Après que des secteurs tribaux hostiles à Tripoli eurent été
financés et armés, ce qui fit que le « printemps arabe » prit en Libye,
dès le début, la forme d’une insurrection armée provoquant la riposte
gouvernementale, l’État libyen fut démoli par la guerre en 2011 : en
sept mois, l’aviation US/OTAN effectuait 10 000 missions d’attaque,
larguant plus de 40 000 bombes et missiles.
L’Italie participa à cette guerre avec ses bases et forces
militaires, déchirant le traité d’amitié, partenariat et coopération
entre les deux pays. « En souvenir des luttes de libération et du 25
avril –déclarait le président Napolitano le 26 avril 2011 – nous ne
pouvions pas rester indifférents à la réaction sanguinaire du colonel
Kadhafi en Libye : d’où l’adhésion de l’Italie au plan d’intervention de
la coalition sous conduite de l’OTAN ».
Pendant la guerre des forces spéciales, dont des milliers de
commandos qataris, furent infiltrées en Libye et simultanément on
finança et arma des groupes islamistes, qualifiés de terroristes
quelques mois auparavant encore. Il est significatif que ce soient les
milices islamistes de Misrata, qui avaient lynché Kadhafi, qui occupent
maintenant l’aéroport de Tripoli.
C’est dans un tel ce cadre que se sont formés les premiers noyaux de
l’ISIS (EIIL) qui, passés ensuite en Syrie, y ont construit le gros de
leur force puis ont lancé leur offensive en Irak.
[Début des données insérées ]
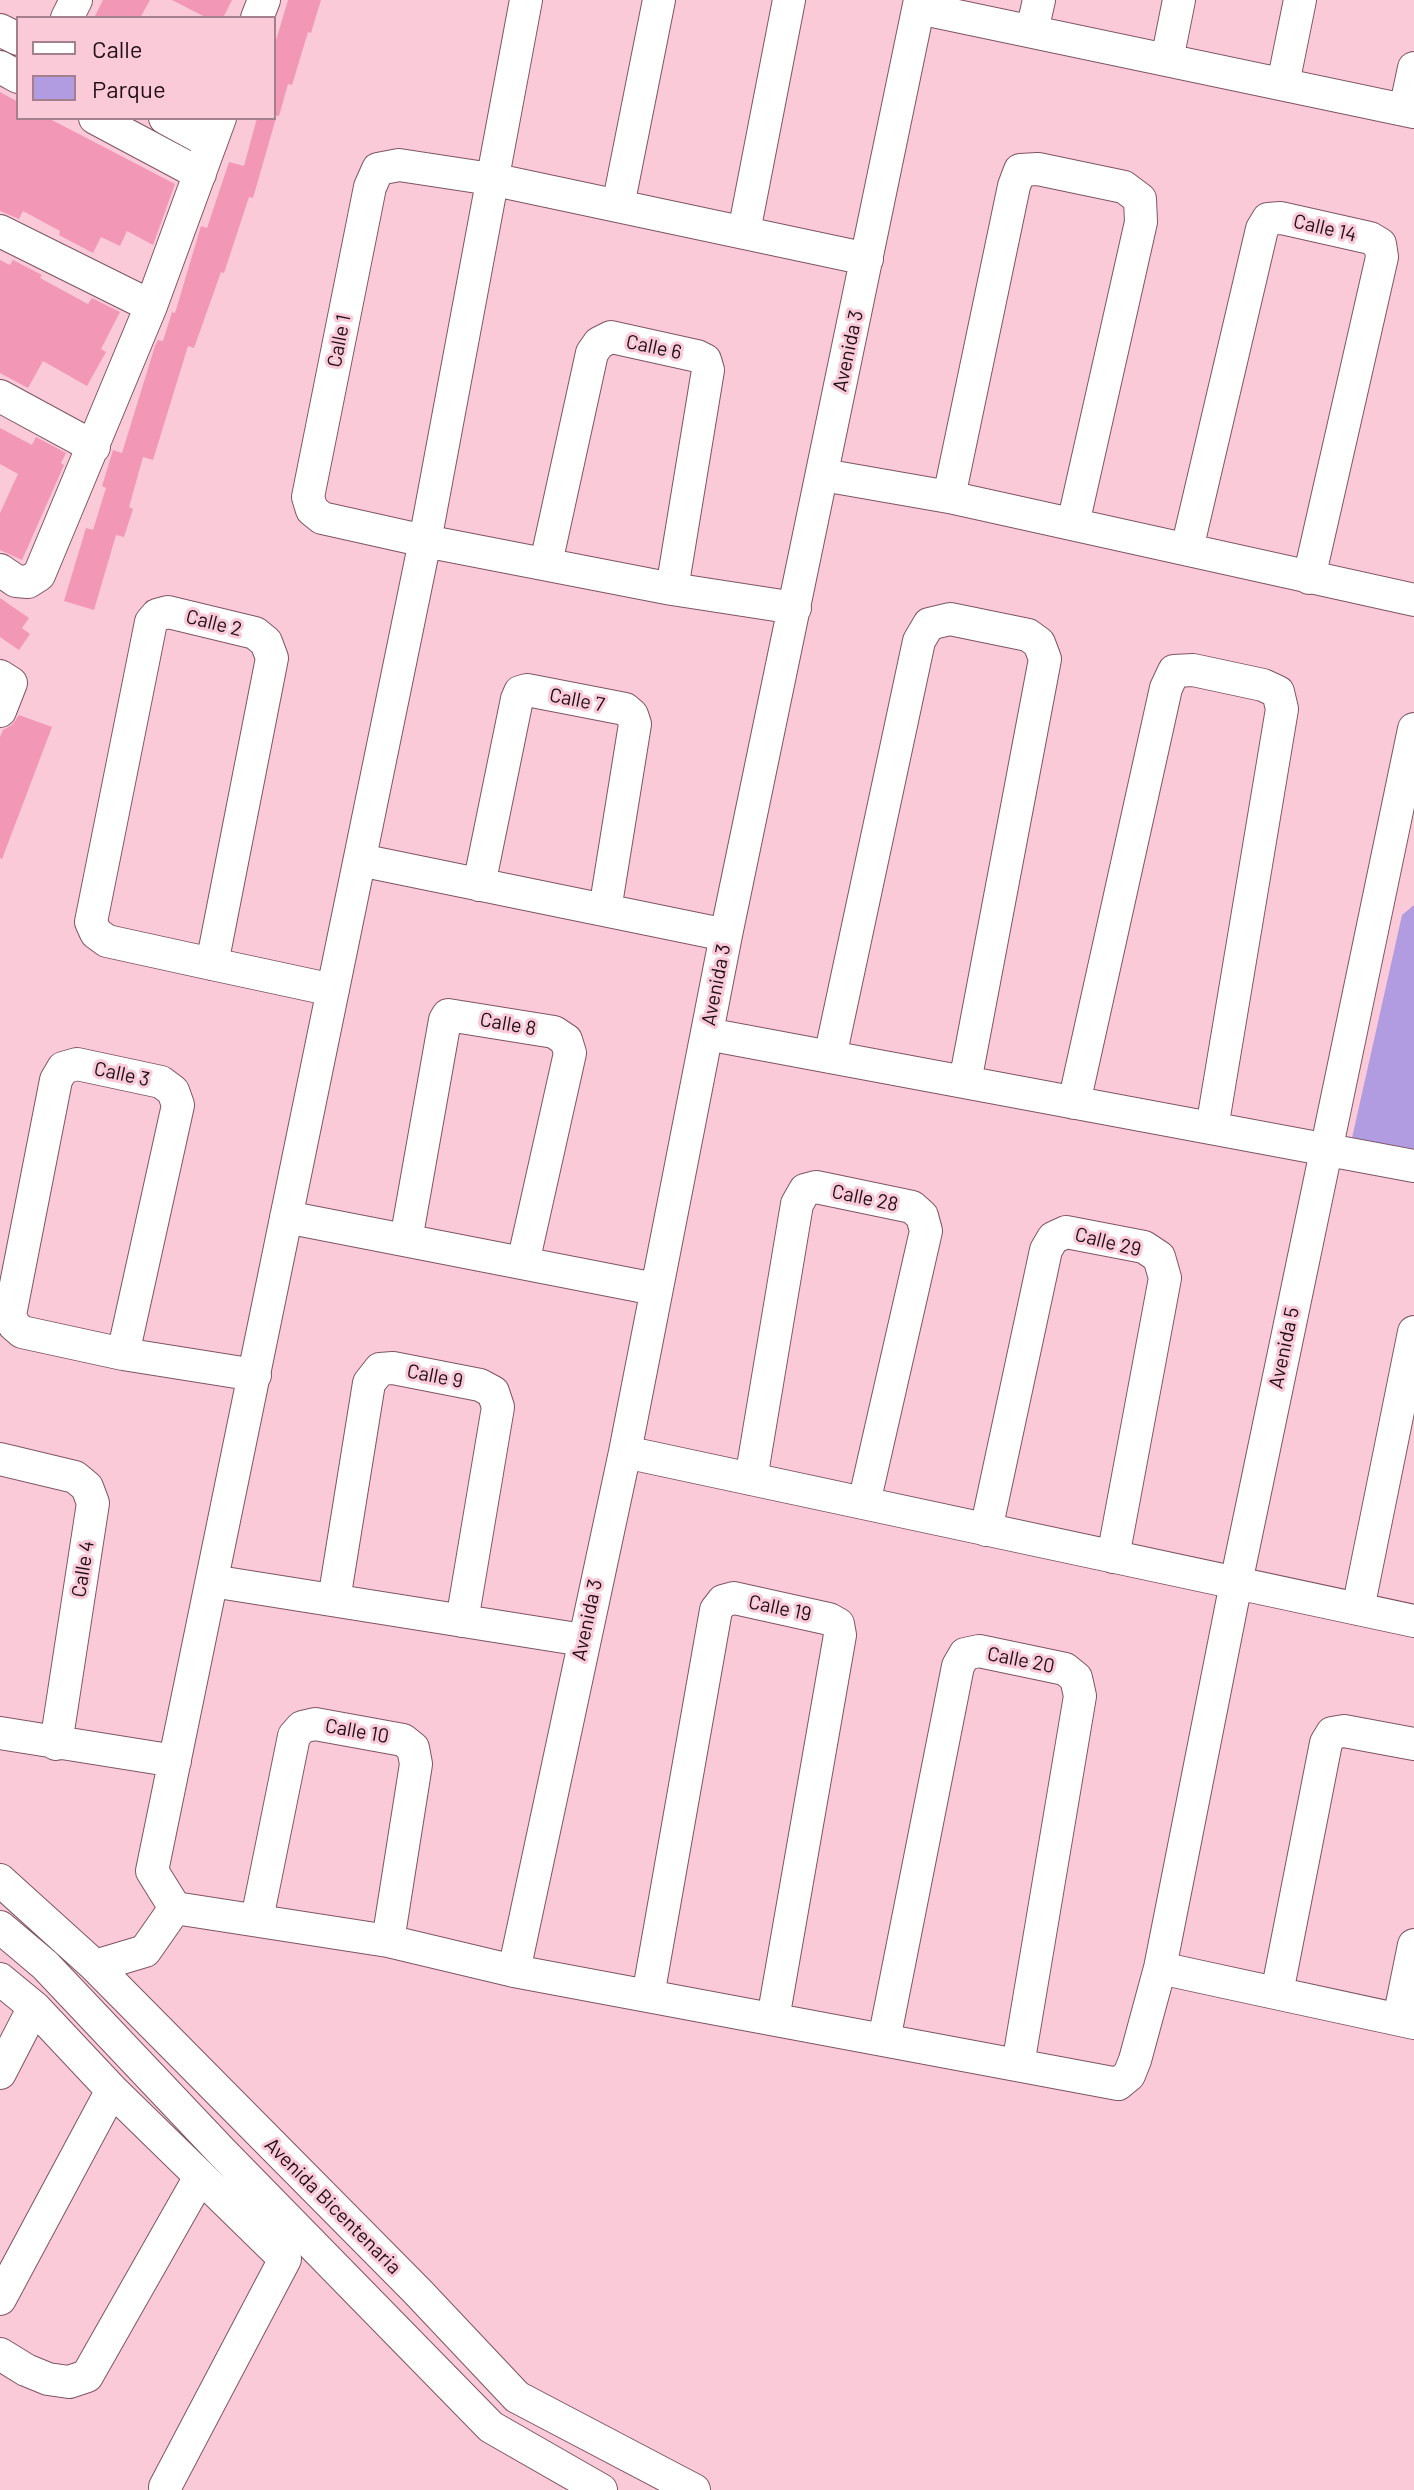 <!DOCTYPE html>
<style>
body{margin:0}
#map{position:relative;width:1414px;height:2490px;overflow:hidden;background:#fbcad9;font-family:Barlow,sans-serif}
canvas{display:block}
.legend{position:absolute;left:16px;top:16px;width:260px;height:104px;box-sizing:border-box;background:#fbcad9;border:2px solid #a3808b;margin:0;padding:10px 14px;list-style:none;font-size:24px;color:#201016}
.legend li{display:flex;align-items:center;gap:16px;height:40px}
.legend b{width:40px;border:2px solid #a3808b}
</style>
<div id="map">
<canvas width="1414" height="2490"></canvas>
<ul class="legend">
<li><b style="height:10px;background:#fff"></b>Calle</li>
<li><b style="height:22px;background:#b29ce1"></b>Parque</li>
</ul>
</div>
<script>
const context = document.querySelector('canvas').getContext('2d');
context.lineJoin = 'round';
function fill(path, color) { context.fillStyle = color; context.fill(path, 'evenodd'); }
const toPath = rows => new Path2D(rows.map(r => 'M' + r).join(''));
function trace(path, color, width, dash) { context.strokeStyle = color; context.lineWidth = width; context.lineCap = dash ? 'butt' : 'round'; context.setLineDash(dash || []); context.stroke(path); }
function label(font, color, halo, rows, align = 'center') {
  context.font = font + ' Barlow,sans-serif'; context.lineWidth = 6; context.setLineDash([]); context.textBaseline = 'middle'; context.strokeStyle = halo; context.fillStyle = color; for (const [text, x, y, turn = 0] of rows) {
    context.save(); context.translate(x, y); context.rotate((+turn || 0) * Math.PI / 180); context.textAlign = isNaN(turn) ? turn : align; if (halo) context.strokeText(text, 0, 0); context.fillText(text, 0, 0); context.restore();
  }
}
fill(toPath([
 [1414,905,1414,1149,1352,1138,1402,915]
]), '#b29ce1');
fill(toPath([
 [103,0,150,0,140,18,94,18],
 [172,0,232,0,223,18,207,18],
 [288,0,321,0,311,33,308,32,292,85,288,84,279,116,274,115,274,47],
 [0,92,18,102,18,118,48,118,175,184,153,245,127,231,120,246,101,237,93,253,59,235,60,231,23,211,19,219,0,211],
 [257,118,276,118,253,198,249,197,224,273,221,272,194,348,188,346,153,460,143,457,129,507,133,509,124,537,116,535,94,610,64,601,86,528,93,530,106,488,102,486,113,450,122,453,155,346,158,340,163,341,172,312,175,313,201,226,207,228,229,162,244,166],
 [0,260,10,265,13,260,42,275,40,278,88,304,92,298,120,312,101,349,106,352,87,386,43,361,28,388,0,373],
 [0,428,32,445,36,437,66,453,61,463,64,465,22,560,0,550,0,513,18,474,0,464],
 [0,598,29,618,22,628,30,634,19,650,0,637],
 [19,715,52,727,2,859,0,858,0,737,3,730,12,725]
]), '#f397b6');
const minor = toPath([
 [919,8,1414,112],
 [67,18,76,0],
 [257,18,264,0],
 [0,30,18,39],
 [1032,31,1039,0],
 [1167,60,1179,0],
 [0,67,18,77],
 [1283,84,1300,0],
 [1405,110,1414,68],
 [95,118,200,174],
 [165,118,211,143],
 [618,206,659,0],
 [0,231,151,306],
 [744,232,789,0],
 [0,396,94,447],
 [823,475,949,497,1414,600],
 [949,497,1014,186,1020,170,1038,169,1124,187,1140,199,1141,222,1073,524],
 [1187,549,1262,229,1268,219,1281,218,1370,238,1380,244,1382,257,1309,578],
 [546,563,592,353,599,343,611,337,697,356,705,360,708,370,672,589],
 [0,570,16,581,28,582,39,575,151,306,220,118],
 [795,608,672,589,425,541,322,518,312,510,308,497,370,187,378,169,399,165,491,179,867,259],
 [0,676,11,683,0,711],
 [360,860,726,935],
 [479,885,517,699,520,692,527,690,625,709,632,715,635,724,605,910],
 [212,964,272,658,266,642,255,633,168,612,157,615,151,622,91,922,96,933,107,941,212,964,333,990],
 [707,1034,1414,1166],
 [830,1057,919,641,929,624,950,619,1028,635,1039,643,1045,659,965,1082],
 [1074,1103,1166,688,1174,671,1193,670,1263,685,1278,692,1282,709,1212,1128],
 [286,1217,655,1289],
 [406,1240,445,1020,448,1015,554,1032,566,1040,570,1053,523,1263],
 [123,1354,178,1105,173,1091,161,1082,77,1064,63,1068,56,1080,10,1315,14,1325,22,1332,123,1354,255,1375],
 [625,1452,1414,1621],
 [0,1459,75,1477,87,1487,93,1503,56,1744],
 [751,1479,797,1204,805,1190,816,1187,912,1207,922,1216,926,1231,864,1503],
 [986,1530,1046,1250,1053,1238,1066,1232,1144,1247,1159,1257,1165,1278,1113,1557],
 [212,1581,583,1640],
 [334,1600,369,1383,380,1369,393,1368,480,1385,493,1392,498,1407,462,1621],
 [1358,1609,1414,1332],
 [0,1733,175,1761],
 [0,1880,95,1966,418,2292,517,2397,694,2490],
 [175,1908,152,1871,425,541,526,0],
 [175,1908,388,1941,514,1971,1118,2084,1129,2075,1135,2060,1160,1968,1414,2023],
 [257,1919,294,1736,302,1727,315,1724,403,1740,413,1748,416,1764,388,1941],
 [0,1927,45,1965,222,2152,491,2427,601,2490],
 [95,1966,145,1951,175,1908],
 [1160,1968,1236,1583,1414,729],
 [514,1971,625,1452,726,935,920,0],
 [0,1979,34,2007,112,2090,285,2259,165,2487],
 [1277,1993,1326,1743,1332,1733,1344,1731,1414,1744],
 [648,1996,716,1610,723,1601,734,1598,829,1619,838,1624,840,1635,773,2019],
 [1399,2019,1414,1945],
 [884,2040,958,1666,965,1654,979,1651,1065,1669,1076,1678,1080,1696,1018,2065],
 [0,2073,34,2007],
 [0,2299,112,2090],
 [0,2354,26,2370,48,2379,69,2382,87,2376,200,2177]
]);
trace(minor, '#7f5563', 34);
trace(minor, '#fff', 32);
label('20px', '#201016', '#fbcad9', [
 ["Calle 14",1325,228,13],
 ["Calle 1",339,341,-79],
 ["Calle 6",654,347,12],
 ["Avenida 3",848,351,-78],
 ["Calle 2",214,623,14],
 ["Calle 7",577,700,11],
 ["Avenida 3",716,985,-79],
 ["Calle 8",508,1024,10],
 ["Calle 3",122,1074,12],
 ["Calle 28",865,1198,12],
 ["Calle 29",1108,1242,14],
 ["Avenida 5",1284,1348,-78],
 ["Calle 9",435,1376,11],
 ["Calle 4",83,1569,-81],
 ["Calle 19",780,1608,12],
 ["Avenida 3",587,1620,-78],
 ["Calle 20",1021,1660,11],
 ["Calle 10",357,1731,10],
 ["Avenida Bicentenaria",333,2206,45]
]);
</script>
Ils jouent de fait un
rôle fonctionnel à la stratégie USA/OTAN de démolition des États à
travers la guerre secrète.
« Il est désormais évident – déclare le président Napolitano – que
chaque État failli devient inévitablement un pôle d’accumulation et de
diffusion mondiale de l’extrémisme et de l’illégalité ». Reste seulement
à voir quels sont les « États faillis ». Ce ne sont pas les États
nationaux comme la Libye, la Syrie et l’Irak qui, situés dans des zones
riches en pétrole ou avec une position géostratégique importante, sont
totalement ou en partie hors du contrôle de l’Occident, et sont ensuite
démolis par la guerre.
Ce sont en réalité les plus grands États de l’Occident qui, en
trahissant leurs constitutions, ont failli en tant que démocraties, en
revenant à l’impérialisme du XIXème siècle.